Fordham University            The Jesuit University of New York
 


Merleau-Ponty - Whitney

PHIL7220: MERLEAU-PONTY

Time/Location:          Mondays 2:30 pm – 4:30 pm

                                             Collins Hall, conference room

 

Instructor:                     Shiloh Whitney

swhitney@fordham.edu

Office hours: Tuesdays and Fridays 12:30 pm – 2:30 pm

Office: Lowenstein, 916C

 

 

COURSE DESCRIPTION

This course is an intensive study of the philosophy of Maurice Merleau-Ponty (1908-1961). We will read together some of Merleau-Ponty’s most important texts and work through his theory of embodiment across these texts, looking closely at his accounts of the body proper, habit, sensation, perception, language, and art.

 

The first part of the course explores Merleau-Ponty’s early work, beginning with a set of readings from The Structure of Behavior that explore Merleau-Ponty’s early adaptation of the concept of a gestalt, and focusing on his Phenomenology of Perception and the phenomenology of the body proper that text offers.

 

In the second part of the course, we will read two shorter texts from Merleau-Ponty’s middle period that explore pivotal developments in his thought.
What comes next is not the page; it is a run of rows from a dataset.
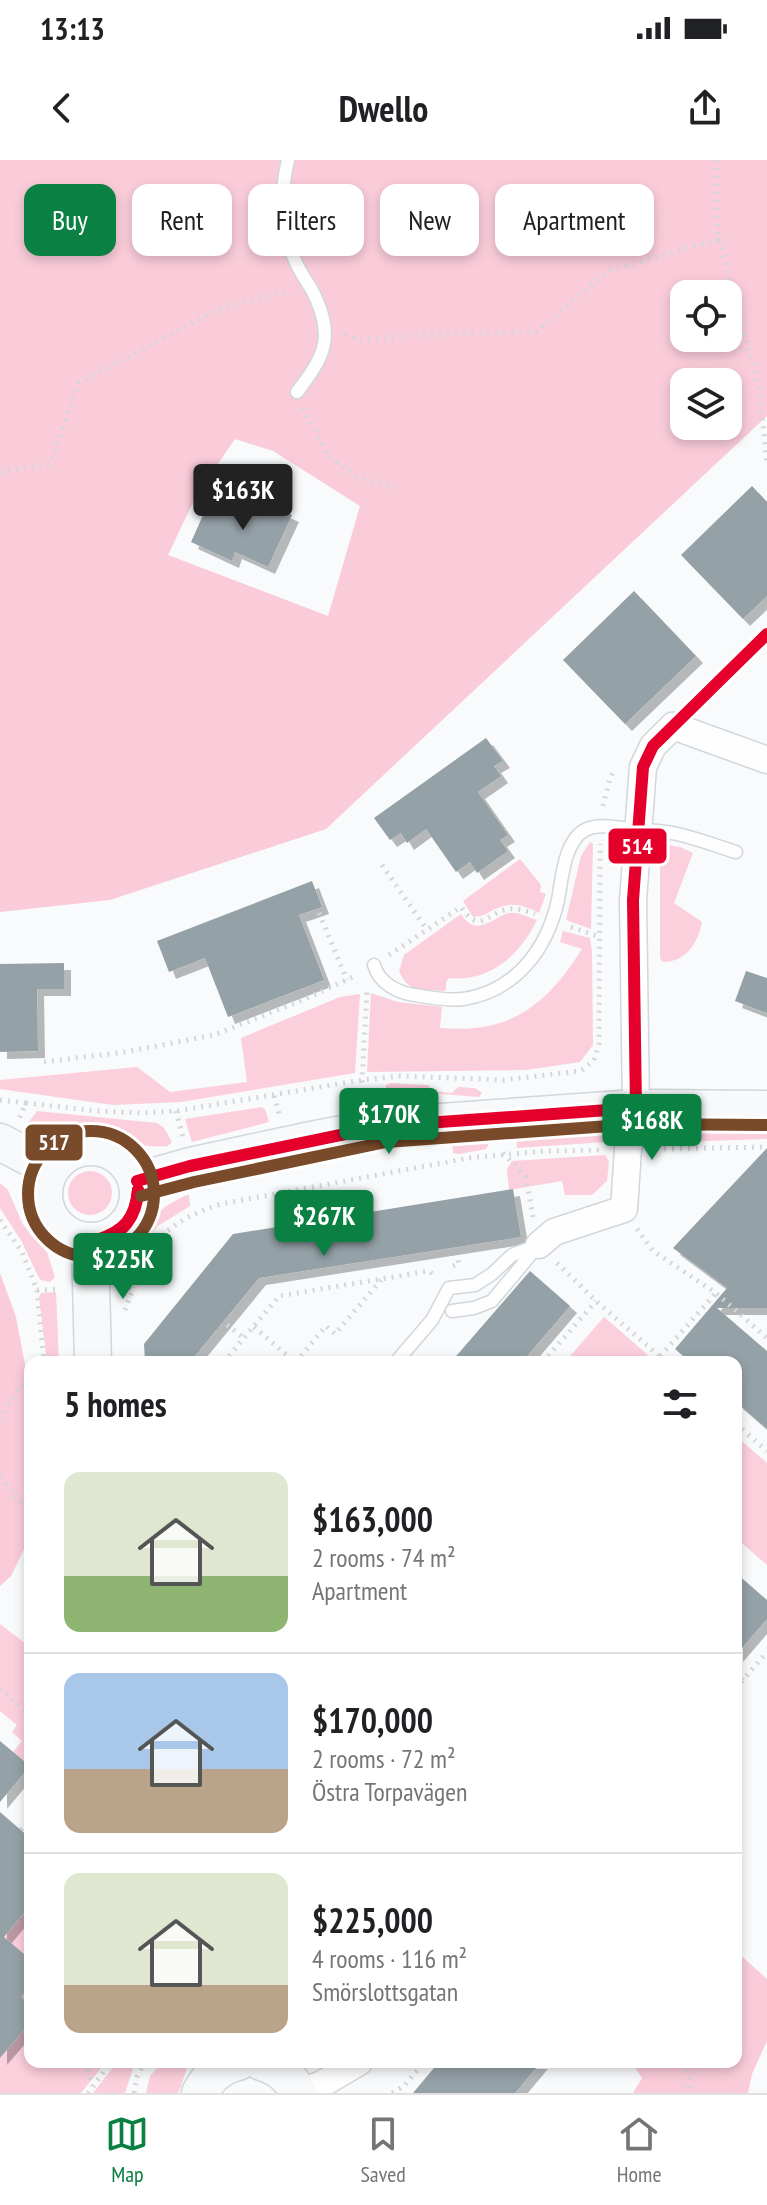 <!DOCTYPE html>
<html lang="en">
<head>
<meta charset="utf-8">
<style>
	:root { --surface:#fff; --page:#f2f2f2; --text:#202124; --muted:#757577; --line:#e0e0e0; --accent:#0b8043 }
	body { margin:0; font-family:"PT Sans Narrow",sans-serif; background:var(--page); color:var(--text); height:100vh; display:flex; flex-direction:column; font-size:30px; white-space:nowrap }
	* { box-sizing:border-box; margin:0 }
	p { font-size:26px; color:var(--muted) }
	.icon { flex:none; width:44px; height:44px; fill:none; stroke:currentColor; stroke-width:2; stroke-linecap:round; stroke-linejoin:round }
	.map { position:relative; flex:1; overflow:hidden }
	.panel { position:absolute; left:24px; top:1196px; width:718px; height:712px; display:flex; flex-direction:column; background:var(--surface); border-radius:16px; box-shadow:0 4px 12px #0003 }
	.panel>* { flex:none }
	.top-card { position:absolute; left:24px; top:24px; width:720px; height:72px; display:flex; gap:16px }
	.tools { position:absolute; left:670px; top:120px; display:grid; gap:16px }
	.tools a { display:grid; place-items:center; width:72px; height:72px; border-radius:16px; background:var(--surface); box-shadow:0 4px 12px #0003; font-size:40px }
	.price { position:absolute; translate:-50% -68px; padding:0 18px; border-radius:8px; background:var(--accent); color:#fff; font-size:26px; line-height:52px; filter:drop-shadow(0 2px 4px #0008) }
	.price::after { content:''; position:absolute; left:50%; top:48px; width:24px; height:18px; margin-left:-12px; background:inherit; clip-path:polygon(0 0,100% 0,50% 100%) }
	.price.selected { background:#222; color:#fff }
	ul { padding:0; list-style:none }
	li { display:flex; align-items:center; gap:24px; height:200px; padding:0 40px }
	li+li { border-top:2px solid var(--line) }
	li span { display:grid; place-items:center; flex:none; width:224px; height:160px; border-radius:16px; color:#555 }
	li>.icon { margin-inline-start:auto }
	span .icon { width:96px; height:96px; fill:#fffc; stroke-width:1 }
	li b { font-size:34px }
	h2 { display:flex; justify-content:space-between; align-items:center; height:96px; padding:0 40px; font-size:34px }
	.chip { padding:0 28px; border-radius:16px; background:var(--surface); box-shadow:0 4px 12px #0003; font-size:28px; line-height:72px }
	.chip.selected { background:var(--accent); color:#fff }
	.status { display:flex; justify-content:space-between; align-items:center; height:56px; padding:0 40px; background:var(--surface); direction:ltr }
	.status svg { height:22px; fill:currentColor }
	header { display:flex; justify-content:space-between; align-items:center; height:104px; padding:0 40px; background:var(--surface); font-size:36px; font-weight:800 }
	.menu { display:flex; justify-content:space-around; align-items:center; height:112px; border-top:2px solid var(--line); background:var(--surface); font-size:22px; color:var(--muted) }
	.menu a { display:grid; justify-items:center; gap:4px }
	.menu .selected { color:var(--accent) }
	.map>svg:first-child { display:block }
</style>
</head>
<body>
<div class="status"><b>13:13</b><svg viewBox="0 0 49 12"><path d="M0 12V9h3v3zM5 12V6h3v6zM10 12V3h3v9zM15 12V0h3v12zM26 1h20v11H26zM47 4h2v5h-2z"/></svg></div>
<header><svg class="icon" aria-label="back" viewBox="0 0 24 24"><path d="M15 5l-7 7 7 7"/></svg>Dwello<svg class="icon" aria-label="share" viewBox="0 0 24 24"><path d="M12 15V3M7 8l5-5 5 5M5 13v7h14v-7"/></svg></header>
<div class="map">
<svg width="767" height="1933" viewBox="0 0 767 1933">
	<defs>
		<filter id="shadow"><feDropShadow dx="7" dy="7" stdDeviation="0" flood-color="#0004"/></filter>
	</defs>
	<rect width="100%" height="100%" fill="#f8fafc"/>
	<!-- green -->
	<g fill="#fccfdc">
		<path d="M590,682L593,684L591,769L566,760L581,696Z"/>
		<path d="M668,685L680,687L693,693L674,743L702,762C698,783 686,802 663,802L660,798V688Z"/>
		<path d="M520,699L541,725L540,732L546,734L539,753C523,745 510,741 493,750C485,755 482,756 473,757L463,741Z"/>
		<path d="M508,753H517L537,760C520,795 490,822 449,818L446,822V830L443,831C422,830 408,833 399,811L404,795L461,754C475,777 490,760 508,753Z"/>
		<path d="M563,771L590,778L592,792L593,885L580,902L526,910L367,912L371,833L398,842L442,847L440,868C510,874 546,846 582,789L560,782Z"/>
		<path d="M360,834L355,913L181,942L113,945L0,929V920L137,907L170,932L247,922L241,878L340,837Z"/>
		<path d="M391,923L429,925L430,931L452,933L458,927L475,928L482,933L479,937L430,933L390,938L386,931V925Z"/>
		<path d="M262,947L265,949L269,962L192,982L185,959Z"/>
		<path d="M37,951L157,963L164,968L172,982L168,986C157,987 147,987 136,983C122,977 111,968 95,967C74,966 45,980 29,962Z"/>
		<path d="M767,965V979L653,983L649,979L654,971L662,969Z"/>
		<path d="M597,971L604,975L606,982L517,988L516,976Z"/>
		<path d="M485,977L490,982L486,989L459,994L453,993L452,983Z"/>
		<path d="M605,995L609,1001L607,1021L592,1035H565L562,1021L509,1030L507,1009L512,1001Z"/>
		<circle cx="90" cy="1033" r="22"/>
		<path d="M0,1023L8,1030L22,1063L31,1075L47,1092L55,1117L50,1122L41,1120L38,1116L22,1082L0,1048Z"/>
		<path d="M187,1035H189L190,1046L158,1066L140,1088L125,1116L120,1117C123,1078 153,1050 187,1035Z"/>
		<path d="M56,1132L59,1202H47L39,1137L41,1133Z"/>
		<path d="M604,1157L648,1195L642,1202H565Z"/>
		<path d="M736,1276L767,1303V1405L736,1378Z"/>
		<path d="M0,1464L30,1487V1606L13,1592L22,1581L12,1572L17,1565L0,1551Z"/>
		<path d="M30,1747V1799L4,1777Z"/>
		<path d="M30,1863V1902H106L81,1933H0V1898Z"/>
		<path d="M117,1902H135L125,1933H93Z"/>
		<path d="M163,1902H189L180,1929L178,1933H146L150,1916Z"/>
	</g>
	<!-- forest -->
	<g fill="#faccda" fill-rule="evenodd">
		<path d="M0,0H767V256L326,669L110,740L0,752ZM684,134H728V178H684ZM684,222H728V266H684ZM235,279L273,291L360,346L328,456L168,395L197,334Z"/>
		<path d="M0,1113L16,1157L30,1231V1377L11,1416L0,1426Z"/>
		<path d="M736,1791L767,1819V1881L752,1914L748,1933H633L642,1918L631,1902H736Z"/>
	</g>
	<!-- building -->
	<g fill="#94a1a7" filter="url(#shadow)">
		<path d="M752,326L767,342V436L743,459L681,395Z"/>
		<path d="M253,337L292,355L268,407L235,392L232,401L191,382L209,342L243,358Z"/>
		<path d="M634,431L696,496L625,564L563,500Z"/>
		<path d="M486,578L503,601L494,606L501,616L478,632L508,675L500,680L508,691L477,713L470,702L456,712L426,669L407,683L401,673L390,680L374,658Z"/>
		<path d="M312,721L322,747L299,755L324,820L228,857L205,798L169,812L157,781Z"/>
		<path d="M64,803V829H37L38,891L0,892V804Z"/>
		<path d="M746,811L767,818V853L735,841Z"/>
		<path d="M767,988V1148H717L767,1191V1269L736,1242V1202H690L675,1189L727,1128L673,1088Z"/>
		<path d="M513,1029L521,1077L259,1118L190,1202H145L144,1184L233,1074Z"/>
		<path d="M530,1111L570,1146L522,1202H451Z"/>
		<path d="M736,1413L767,1440V1459L736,1495Z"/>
		<path d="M0,1581L30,1606L0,1642Z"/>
		<path d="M0,1652L30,1678V1746L4,1777L30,1799V1827L21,1837L30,1845V1863L0,1898Z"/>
		<path d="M439,1902H541L515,1933H413Z"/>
	</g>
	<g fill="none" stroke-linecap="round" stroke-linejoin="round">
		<!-- lane casing -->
		<g stroke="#d1d7db" stroke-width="15">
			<g id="lane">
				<path d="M288,0C280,33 281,66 294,98C298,109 306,120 312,130C335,175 326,195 297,232"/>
				<path d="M673,566L767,474"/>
				<path d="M374,805C379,823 398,833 415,835C431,838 448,841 463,839C516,831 547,789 558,740C562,719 564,679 587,669C598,664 611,667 623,668C637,670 652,670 666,672C689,675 713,685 736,692"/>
				<path d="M452,1151L474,1148L492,1141L537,1087"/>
				<path d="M396,1202L432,1160L449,1128L475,1125L492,1114L512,1095L539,1085"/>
			</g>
		</g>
		<!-- street casing -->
		<g stroke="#d1d7db" stroke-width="29">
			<g id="street">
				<path d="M539,1085L554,1072L624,1049L628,989L636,948L633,740L643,607L653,586L673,566L767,600"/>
				<path d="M299,1933L322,1924L359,1902"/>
			</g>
		</g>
		<!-- secondary casing -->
		<g stroke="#d1d7db" stroke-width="39">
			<g id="secondary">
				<path d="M0,982L50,1008"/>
				<circle cx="91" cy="1034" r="47"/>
				<path d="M137,1021L190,1006L306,981L384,966L636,948L767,949"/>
				<path d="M90,1082L93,1202"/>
				<path d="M261,1902C279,1907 290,1917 299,1933"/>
				<path d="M200,1933C208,1917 220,1906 238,1902"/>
			</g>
		</g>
		<!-- path -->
		<g stroke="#d5d6d7" stroke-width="5" stroke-dasharray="2 6" stroke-linecap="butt">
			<path d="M715,0L719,79L760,232L767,306"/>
			<path d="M345,174L359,180L419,175L536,172L608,111L719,79"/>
			<path d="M303,248L328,296L359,318L396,327"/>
			<path d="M0,312L50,304L79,223L221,148L289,131"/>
			<path d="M603,646L610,618L614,610"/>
			<path d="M382,705L427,770"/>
			<path d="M319,753L347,820"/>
			<path d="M571,767L600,777"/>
			<path d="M389,795L461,747C479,774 486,754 508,749C517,748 526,751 535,754"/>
			<path d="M44,902L125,892L214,875L305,839L357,815"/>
			<path d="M274,936L279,954"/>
			<path d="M366,938L362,920L367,832"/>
			<path d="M0,940L26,943L19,959"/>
			<path d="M26,943L97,951L141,953L176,951L362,920L400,916L504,920L581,911L594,900L599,884L600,684"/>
			<path d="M176,951L183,977"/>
			<path d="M656,989L767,987"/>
			<path d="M503,993L526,1017L533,1057"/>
			<path d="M0,1060L22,1092L37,1130L44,1202"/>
			<path d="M637,1069L653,1091L716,1133L767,1178"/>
			<path d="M557,1103L596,1141L666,1202"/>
			<path d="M453,1106L459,1104L457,1095"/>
			<path d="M121,1128L134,1127C146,1080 176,1058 221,1044L469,998L545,991L602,990"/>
			<path d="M37,1130L59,1129"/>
			<path d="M125,1150L134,1127"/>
			<path d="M227,1165L244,1178"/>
			<path d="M254,1167L295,1202"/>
			<path d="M224,1202L279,1136L429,1111L436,1117"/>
			<path d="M296,1202L326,1166L335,1174L381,1120"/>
			<path d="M543,1202L596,1141"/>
			<path d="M655,1202L715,1134"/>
			<path d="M0,1259L19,1228L30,1221"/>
			<path d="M736,1264L767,1291"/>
			<path d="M0,1317L30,1353"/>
			<path d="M736,1514L743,1520"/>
			<path d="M0,1528L26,1551L30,1560"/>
			<path d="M736,1528L767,1492"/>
			<path d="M21,1670L30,1659"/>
			<path d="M86,1902L92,1926"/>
			<path d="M685,1902L689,1919L688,1933"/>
			<path d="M88,1933L111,1902"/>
			<path d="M134,1933L137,1917L145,1902"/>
			<path d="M392,1933L404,1926L424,1902"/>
		</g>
		<!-- lane -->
		<use href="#lane" stroke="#fefeff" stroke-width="12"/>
		<!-- street -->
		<use href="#street" stroke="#fefeff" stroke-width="26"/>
		<!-- secondary -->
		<use href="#secondary" stroke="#f7f9fa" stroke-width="36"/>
		<!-- bus-1 casing -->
		<g stroke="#fff" stroke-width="18">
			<g id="bus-1">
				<path d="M636,948L633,740L643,607L653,586L767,474"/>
				<path d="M137,1021L190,1006L384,966L636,948"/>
				<path d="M97,1080C124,1071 135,1059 138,1030"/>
				<path d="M97,1080C123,1076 137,1056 138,1030"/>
			</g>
		</g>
		<!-- bus-2 casing -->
		<g stroke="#fff" stroke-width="18">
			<g id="bus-2">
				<circle cx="91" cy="1034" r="63"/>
				<path d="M141,1036L194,1022L386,982L637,964L767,965"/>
			</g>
		</g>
		<!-- bus-1 -->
		<use href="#bus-1" stroke="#e4002b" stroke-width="12"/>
		<!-- bus-2 -->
		<use href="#bus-2" stroke="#7a4b2a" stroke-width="12"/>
	</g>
	<g stroke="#fff" stroke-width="3">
		<rect x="607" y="667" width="61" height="38" rx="8" fill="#e4002b"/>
		<rect x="24" y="963" width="60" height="39" rx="8" fill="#7a4b2a"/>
	</g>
	<g font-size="22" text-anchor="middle" font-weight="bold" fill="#fff">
		<text x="637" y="694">514</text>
		<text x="54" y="990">517</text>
	</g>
</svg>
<div class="tools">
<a><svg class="icon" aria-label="locate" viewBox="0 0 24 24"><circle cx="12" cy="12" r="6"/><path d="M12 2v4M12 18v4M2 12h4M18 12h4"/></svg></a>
<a><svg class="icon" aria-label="layers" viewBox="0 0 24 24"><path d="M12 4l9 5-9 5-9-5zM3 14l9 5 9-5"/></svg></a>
</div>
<b class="price selected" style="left:243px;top:372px">$163K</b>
<b class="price" style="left:389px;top:996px">$170K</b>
<b class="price" style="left:652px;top:1002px">$168K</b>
<b class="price" style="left:324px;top:1098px">$267K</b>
<b class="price" style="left:123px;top:1141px">$225K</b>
<div class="top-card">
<a class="chip selected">Buy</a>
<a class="chip">Rent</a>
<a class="chip">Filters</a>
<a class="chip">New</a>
<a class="chip">Apartment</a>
</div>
<section class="panel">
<h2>5 homes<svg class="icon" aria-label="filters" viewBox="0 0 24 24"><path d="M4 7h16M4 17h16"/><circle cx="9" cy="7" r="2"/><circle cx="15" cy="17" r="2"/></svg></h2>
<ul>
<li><span style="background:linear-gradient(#dfe7d0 65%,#8fb573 0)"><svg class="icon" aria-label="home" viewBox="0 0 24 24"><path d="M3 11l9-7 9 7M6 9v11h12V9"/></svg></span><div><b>$163,000</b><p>2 rooms · 74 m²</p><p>Apartment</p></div></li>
<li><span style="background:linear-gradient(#a9c7e8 60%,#b9a48a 0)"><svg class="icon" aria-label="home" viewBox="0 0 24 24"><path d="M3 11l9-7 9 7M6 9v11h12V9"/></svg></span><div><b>$170,000</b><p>2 rooms · 72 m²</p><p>Östra Torpavägen</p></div></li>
<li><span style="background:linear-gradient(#dfe7d0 70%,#b9a48a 0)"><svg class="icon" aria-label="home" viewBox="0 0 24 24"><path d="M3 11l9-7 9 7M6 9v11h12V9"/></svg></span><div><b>$225,000</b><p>4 rooms · 116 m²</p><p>Smörslottsgatan</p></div></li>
</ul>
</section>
</div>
<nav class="menu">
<a class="selected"><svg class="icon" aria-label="map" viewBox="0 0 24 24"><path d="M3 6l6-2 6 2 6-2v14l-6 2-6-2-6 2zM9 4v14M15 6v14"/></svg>Map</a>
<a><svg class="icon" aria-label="saved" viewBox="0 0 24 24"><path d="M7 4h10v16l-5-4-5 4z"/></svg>Saved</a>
<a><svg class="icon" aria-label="home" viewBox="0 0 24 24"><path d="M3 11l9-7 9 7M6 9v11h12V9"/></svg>Home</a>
</nav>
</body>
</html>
His lectures on “The Child’s Relations with Others” allow us to examine the influence of Merleau-Ponty’s encounter with child psychology and psychoanalysis on his account of the body. The transitional essay “Indirect Language and the Voices of Silence” offers us an opportunity to think through his adaptation of Saussurian linguistics.

 

The final section of the course addresses Merleau-Ponty’s later work. We will read his last published essay, “Eye and Mind,” as well as selections from the unfinished manuscript of The Visible and the Invisible, focusing on the ontology of “flesh” and “reversibility” these texts develop.

 

Our overall aim is to bridge the earlier and later works, understanding both the continuities and transformations in Merleau-Ponty’s thought, tracing directions in its development, and appreciating its original contribution to philosophy.

 

 

COURSE REQUIREMENTS

Assignments will involve one or two seminar presentations, one short paper on secondary literature, and one term paper. Further details TBA.